Formerly known as Z-GoGo—the ‘z’ being a nod to Zumba, which has since been dropped for legal reasons—what started as one class is now a full-throttle movement among largely low-income and working-class Black women, the fitness world’s underserved. And it’s quickly expanding beyond the DMV. Spin-offs from former students and associates have sprouted in Seattle and metropolitan New York City. Tucker is heading to Atlanta at the beginning of 2014 and California later in the year to teach classes and sign up new instructors. “We tend to go where our DVD sales are huge and where people express an interest in teaching,” she says.
The Da-GoGo effect is undeniable: she has lost 60 pounds since she started teaching and designing the program and Berry has shed 65. Devotees have similar testimonies (including the writer of this post, who lost 10 pounds in a month by going to classes twice a week) and the instructors have knocked off anywhere from 40–100 pounds in the time they’ve been leading Da-GoGo sessions.
The attraction, aside from a rigorous workout that feels more like a party with a roomful of girlfriends, is that many of the women that lead and participate in the classes are curvy. The most disheartening thing to a thick girl trying to shave off a pound or 10 or 20 is to have some already ripped glamazon with zero body fat cheerlead her through a grueling 45 minutes—or, even worse, a whole hour—of obnoxious, not-fun exercise. (No offense to the thin girls. Keep up the good work.) Da-GoGo classes get everyone moving, no matter how slim or not-slim, Tucker says, because their instructors prove you don’t have to be a size 6 to be agile, active and fit.
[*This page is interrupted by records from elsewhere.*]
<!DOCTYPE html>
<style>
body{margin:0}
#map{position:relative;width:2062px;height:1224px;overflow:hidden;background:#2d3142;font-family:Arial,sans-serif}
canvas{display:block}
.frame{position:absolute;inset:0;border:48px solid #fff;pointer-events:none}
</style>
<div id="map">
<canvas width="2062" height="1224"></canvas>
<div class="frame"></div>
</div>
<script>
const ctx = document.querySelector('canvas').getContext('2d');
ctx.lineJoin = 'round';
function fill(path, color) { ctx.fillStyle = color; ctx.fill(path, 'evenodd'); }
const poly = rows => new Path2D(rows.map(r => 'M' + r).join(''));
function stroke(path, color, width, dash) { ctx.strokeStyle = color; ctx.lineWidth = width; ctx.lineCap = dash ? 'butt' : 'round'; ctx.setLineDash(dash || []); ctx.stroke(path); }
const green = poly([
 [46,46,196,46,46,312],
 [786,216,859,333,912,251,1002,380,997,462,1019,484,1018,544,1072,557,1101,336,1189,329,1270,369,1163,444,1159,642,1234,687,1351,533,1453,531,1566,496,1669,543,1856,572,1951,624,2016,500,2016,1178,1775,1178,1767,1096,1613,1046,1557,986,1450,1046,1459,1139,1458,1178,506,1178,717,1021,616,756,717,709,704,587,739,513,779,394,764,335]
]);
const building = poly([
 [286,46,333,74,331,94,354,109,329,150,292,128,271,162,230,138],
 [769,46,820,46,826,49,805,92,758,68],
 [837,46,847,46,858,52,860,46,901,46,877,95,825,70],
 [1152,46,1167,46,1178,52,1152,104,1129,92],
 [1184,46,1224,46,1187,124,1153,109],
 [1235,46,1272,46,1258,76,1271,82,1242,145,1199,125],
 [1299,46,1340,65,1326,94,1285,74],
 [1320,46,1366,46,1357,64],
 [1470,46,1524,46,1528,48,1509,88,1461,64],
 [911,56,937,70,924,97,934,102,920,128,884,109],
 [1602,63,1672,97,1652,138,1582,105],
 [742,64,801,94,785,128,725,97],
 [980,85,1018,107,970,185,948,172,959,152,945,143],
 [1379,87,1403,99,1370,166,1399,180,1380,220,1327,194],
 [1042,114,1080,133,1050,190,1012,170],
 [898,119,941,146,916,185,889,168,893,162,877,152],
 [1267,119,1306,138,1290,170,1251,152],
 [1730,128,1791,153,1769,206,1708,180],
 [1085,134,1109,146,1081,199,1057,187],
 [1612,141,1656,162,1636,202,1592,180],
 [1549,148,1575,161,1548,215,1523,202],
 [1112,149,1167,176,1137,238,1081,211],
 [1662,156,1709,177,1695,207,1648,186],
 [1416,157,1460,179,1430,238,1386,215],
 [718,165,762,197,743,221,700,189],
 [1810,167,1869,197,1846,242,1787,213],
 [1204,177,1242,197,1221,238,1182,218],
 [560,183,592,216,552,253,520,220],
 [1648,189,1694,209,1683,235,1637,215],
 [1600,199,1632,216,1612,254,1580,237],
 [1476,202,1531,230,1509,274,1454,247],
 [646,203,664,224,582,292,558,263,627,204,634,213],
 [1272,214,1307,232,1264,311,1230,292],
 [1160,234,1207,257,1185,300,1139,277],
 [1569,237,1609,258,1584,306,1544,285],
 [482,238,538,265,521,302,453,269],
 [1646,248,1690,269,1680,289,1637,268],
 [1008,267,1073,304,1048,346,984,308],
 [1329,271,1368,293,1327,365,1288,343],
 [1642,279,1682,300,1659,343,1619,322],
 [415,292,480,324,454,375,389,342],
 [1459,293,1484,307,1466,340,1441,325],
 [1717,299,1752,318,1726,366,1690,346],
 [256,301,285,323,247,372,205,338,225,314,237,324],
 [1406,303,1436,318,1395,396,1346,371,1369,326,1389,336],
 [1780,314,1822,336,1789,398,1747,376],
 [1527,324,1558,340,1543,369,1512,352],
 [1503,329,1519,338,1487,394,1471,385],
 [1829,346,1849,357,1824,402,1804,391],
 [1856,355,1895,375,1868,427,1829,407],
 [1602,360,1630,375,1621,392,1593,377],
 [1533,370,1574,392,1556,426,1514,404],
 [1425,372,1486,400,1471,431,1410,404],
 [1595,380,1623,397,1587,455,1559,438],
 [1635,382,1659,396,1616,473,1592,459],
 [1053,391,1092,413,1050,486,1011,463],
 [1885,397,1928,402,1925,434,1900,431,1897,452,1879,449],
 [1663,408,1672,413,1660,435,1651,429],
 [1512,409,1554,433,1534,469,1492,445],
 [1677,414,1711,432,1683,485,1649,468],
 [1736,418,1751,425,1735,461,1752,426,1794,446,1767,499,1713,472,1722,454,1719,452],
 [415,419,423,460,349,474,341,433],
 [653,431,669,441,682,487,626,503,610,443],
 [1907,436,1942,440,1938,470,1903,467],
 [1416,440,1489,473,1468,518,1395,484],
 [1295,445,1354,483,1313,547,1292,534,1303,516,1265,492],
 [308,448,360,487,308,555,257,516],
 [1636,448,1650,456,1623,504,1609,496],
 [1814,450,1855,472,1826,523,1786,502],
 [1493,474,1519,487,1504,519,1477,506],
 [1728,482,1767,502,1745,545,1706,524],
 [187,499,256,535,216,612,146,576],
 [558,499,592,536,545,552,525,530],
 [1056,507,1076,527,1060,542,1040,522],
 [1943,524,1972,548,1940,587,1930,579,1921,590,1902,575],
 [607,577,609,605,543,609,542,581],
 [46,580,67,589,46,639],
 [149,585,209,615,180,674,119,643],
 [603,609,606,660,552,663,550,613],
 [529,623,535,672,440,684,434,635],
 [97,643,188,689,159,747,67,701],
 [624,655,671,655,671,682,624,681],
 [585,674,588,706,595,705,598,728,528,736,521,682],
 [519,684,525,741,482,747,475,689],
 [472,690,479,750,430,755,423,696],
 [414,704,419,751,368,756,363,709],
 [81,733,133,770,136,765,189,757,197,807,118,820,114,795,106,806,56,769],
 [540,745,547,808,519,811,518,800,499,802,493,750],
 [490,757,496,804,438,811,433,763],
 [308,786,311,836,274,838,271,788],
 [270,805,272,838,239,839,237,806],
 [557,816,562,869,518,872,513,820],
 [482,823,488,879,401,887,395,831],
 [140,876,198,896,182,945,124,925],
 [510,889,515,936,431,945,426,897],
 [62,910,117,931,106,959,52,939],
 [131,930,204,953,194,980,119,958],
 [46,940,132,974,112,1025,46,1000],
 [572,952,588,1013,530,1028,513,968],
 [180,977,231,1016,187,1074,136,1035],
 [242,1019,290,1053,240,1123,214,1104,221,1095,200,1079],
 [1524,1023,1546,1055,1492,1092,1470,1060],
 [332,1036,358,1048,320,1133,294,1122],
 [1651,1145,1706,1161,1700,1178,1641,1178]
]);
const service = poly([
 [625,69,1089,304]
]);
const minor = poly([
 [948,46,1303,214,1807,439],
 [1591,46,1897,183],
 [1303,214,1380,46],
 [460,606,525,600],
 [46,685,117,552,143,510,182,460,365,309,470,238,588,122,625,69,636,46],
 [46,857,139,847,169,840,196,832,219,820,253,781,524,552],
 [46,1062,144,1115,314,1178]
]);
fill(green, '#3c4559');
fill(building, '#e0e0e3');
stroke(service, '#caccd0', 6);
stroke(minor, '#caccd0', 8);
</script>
“For the longest time, fitness instructors didn’t look like their students and that’s discouraging to the majority. We look like our students and they love it. If we can do it, they can do it,” she says. “It’s so encouraging to our curvy women, who make up most of our demographic. Actually, 98 percent of our instructors are home grown right from class.”
Each session varies in size and location, but they’re all $5—affordable, even by flat-broke standards. (There are other offerings, including a low-impact class for fitness newbies and a gospel music-themed workout.) Da-GoGo leaders just want to make fitness accessible, effective and most importantly, fun for women who look like them. “To see them enjoy getting fit, setting wellness goals and flat out sticking with it like they’re doing is my greatest blessing out of all of this,” Tucker smiles. For more information, or for DVDs and class schedules, visit gogofitnessllc.com.
Janelle Harris is a writer, blogger and editor, and the owner of The Write or Die Chick , a boutique editorial services agency. She’s also a single mother, a proud Washington, DC girl and a longsuffering Kanye West fan. Chat her up on Facebook or Twitter.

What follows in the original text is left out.